Doctor Who_ The Zarbi - Bill Strutton [38]
‘Get back! Get back! The ground’s giving way!’
Ian lunged inside, reached out his arm, and yelled back,
‘Catch hold of my hand!’
Behind him the Zarbi now appeared, their leader directing the gun. Ian felt downward into the opening and found Vrestin’s hand. He seized it, but already Vrestin was sliding down out of sight. As Ian hung on grimly he, too, was dragged in through the opening. Vrestin’s muffled choking voice came back despairingly.
‘Let go – you’ll be pulled down with me!’
Still Ian hung on. Vrestin’s weight had pulled him entirely into the shallow cave under the rock. As he fought to pull Vrestin back, Ian felt the ground crumble and sink under his weight. Sand cascaded down from the cave walls on either side and suddenly a fissure yawned beneath him.
Vrestin’s hand was wrenched from his grip. With a wailing cry Vrestin fell down through the dark opening crevasse amid a shower of falling earth.
His cry echoed hollowly back as if from an immense depth before if faded. Ian pulled back now but it was too late. His hands and feet threshed wildly for a hold on firm ground but felt only crumbling sand and emptiness. He slid, and gathering speed fell into a darkness with a wild yell.
At the mouth of the opening under the rocks the Zarbi halted and peered down. Before them a wide fissure now yawned with trickles of sand cascading down it, too deep to see the bottom.
The Zarbi backed hurriedly away from its crumbling edge as the echo of Ian’s cry floated upward from its depths.
CHAPTER FOUR
The Crater of Needles
Ian’s last memory was of crumbling rock and a deluge of sand cascading all around him as he whirled and fell.
Something hit him and it seemed that the back of his head opened and let in an explosion of light and pain.
His consciousness faded like a rocket, trailing fire.
There was an eternity of darkness before the shadows lightened – and very slowly, muttering and relapsing into sleep, he finally awoke. He blinked hard. His head was one great throbbing ache. He moved painfully on to an elbow.
Near him a shape stirred and moaned and he turned, touched it.
It was Vrestin. Ian reached and shook him. The Menopter’s eyes fluttered, opened slightly.
‘It seemed... we were falling... forever...’ Vrestin mumbled, then suddenly sat up and stared around.
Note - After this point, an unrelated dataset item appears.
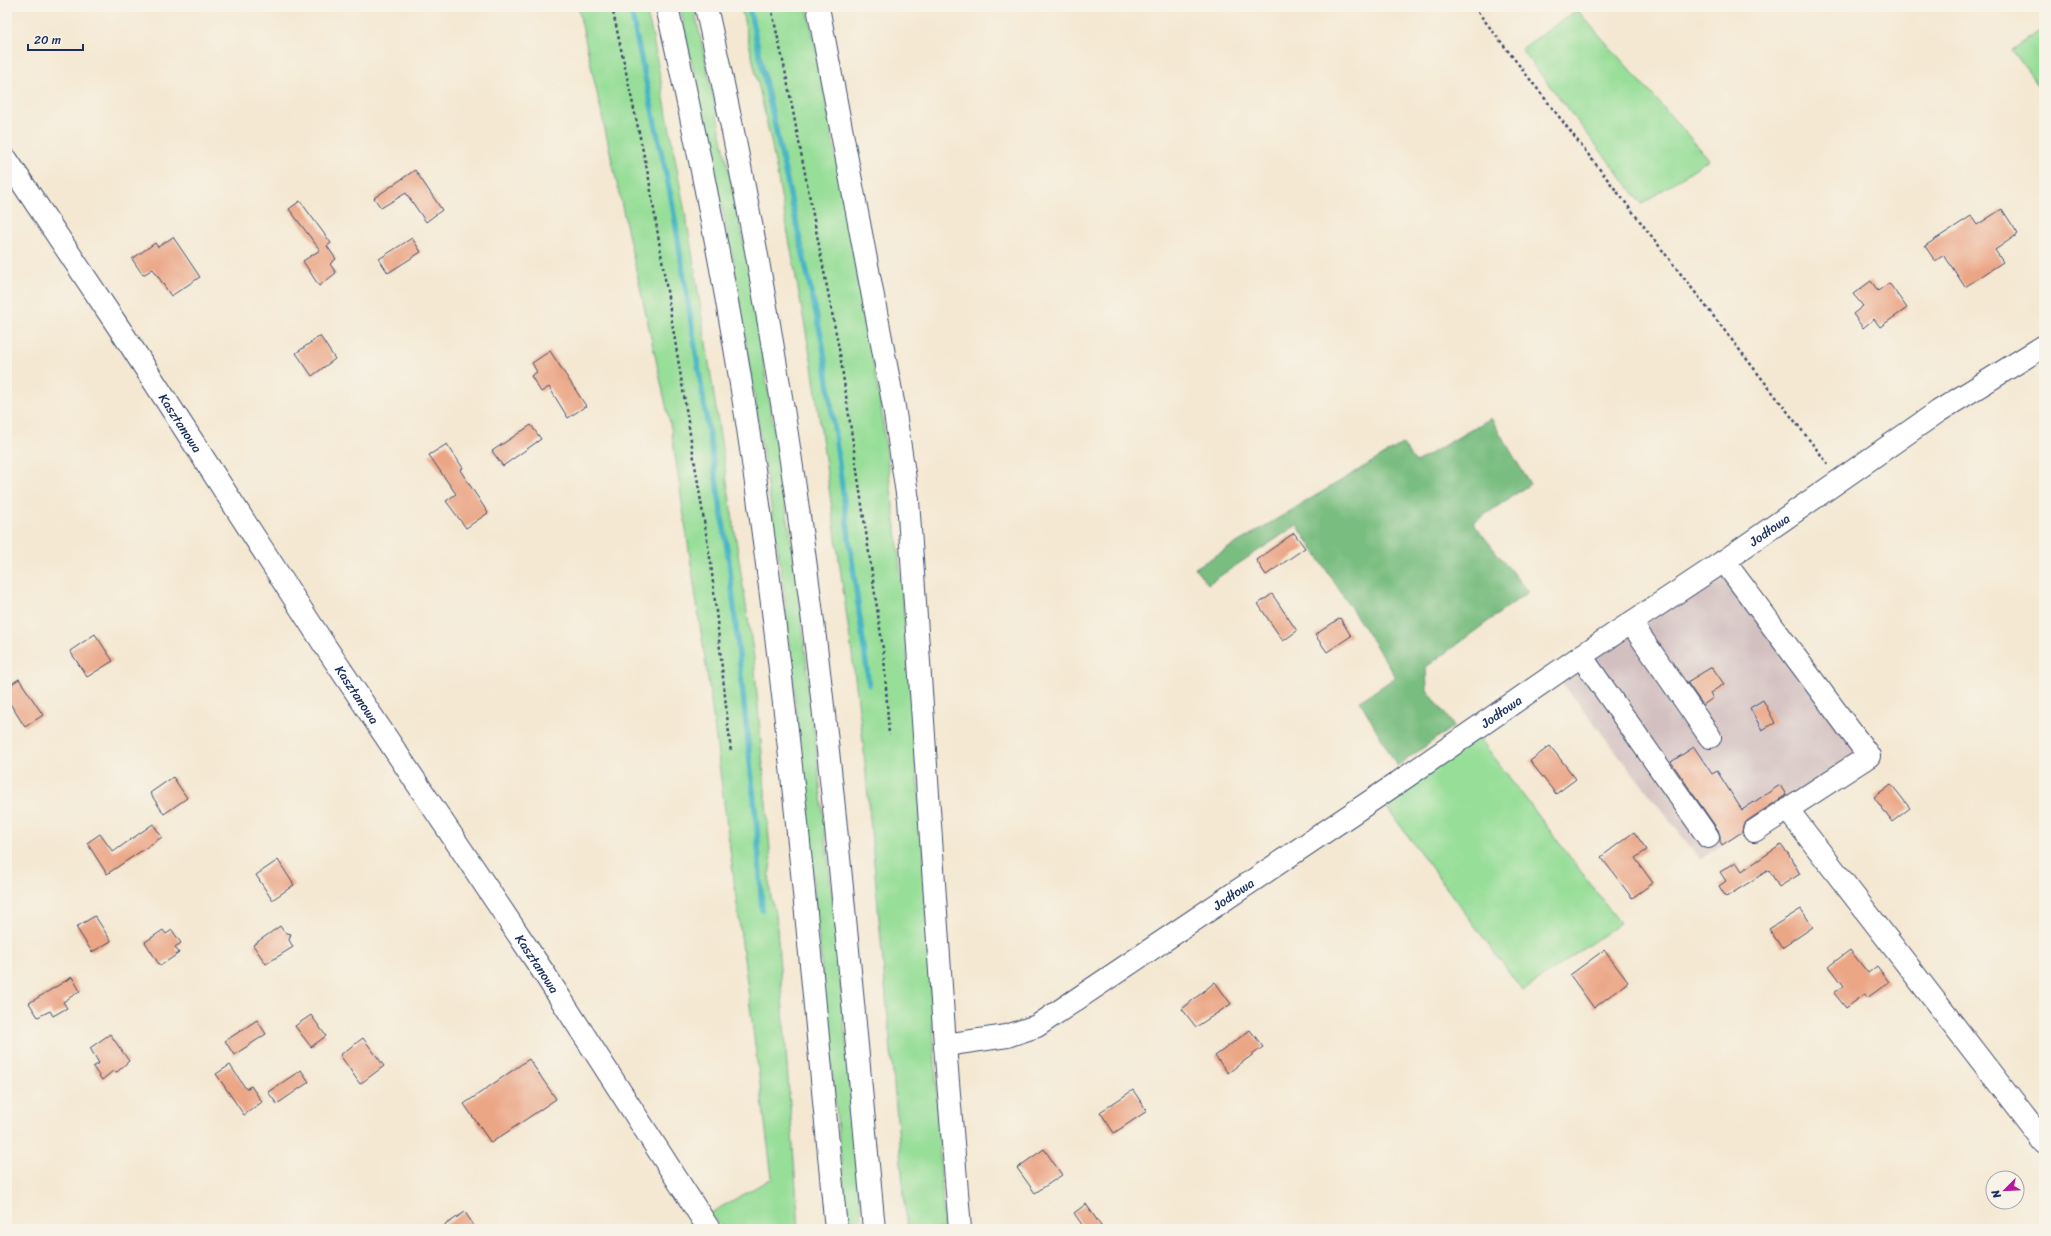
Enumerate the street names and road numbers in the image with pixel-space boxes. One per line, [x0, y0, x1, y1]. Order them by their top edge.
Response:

‘This place – what is it?’
The rough walls glowed with colour. When Ian focused his eyes he saw they were designs – decorations – gaudy and brilliant enough to rival the colouring of Vrestin’s own splendid wings.
A greenish light pervaded this place. They were in a rocky underground chamber, smooth-floored except for a scatter of small rocks and sand about them which had accompanied their fall.
Vrestin looked up – and sure enough, a gap showed in the roof of the cave.
‘We must have fallen through that.’
‘I’m taking a look round,’ Ian said.
He got up stiffly. As he did so he heard a rush of feet –
and stopped dead.
Several shadows launched themselves at him from the corner of the room. The eerie light glittered on the weapons which they thrust forward at Ian and Vrestin, now rising dizzily to his feet.
It was hard to see the faces behind the thicket of spears which suddenly hemmed them in, immovable, staring around them.
The Crater of Needles was a vast, flat depression in the land. The horizon on all sides was rimmed by high, jagged rocks.
From its level floor hundreds of slender stalagmites rose sheer and high like multiple glass spires, and the ground between was dotted with acid pools, giving off their vaporous fumes. Something like vegetation remained here
– scattered stumps of petrified trees.
On one of the high rocks, a Zarbi, holding in control the humped shape of a venom grub, surveyed the scene below with its large, shining eyes.
A small army toiled beneath on the floor of the crater, watched by guards. They were felling the brittle, petrified tree trunks and breaking off the smaller mica stalagmites, chipping wearily away at them with heavy implements.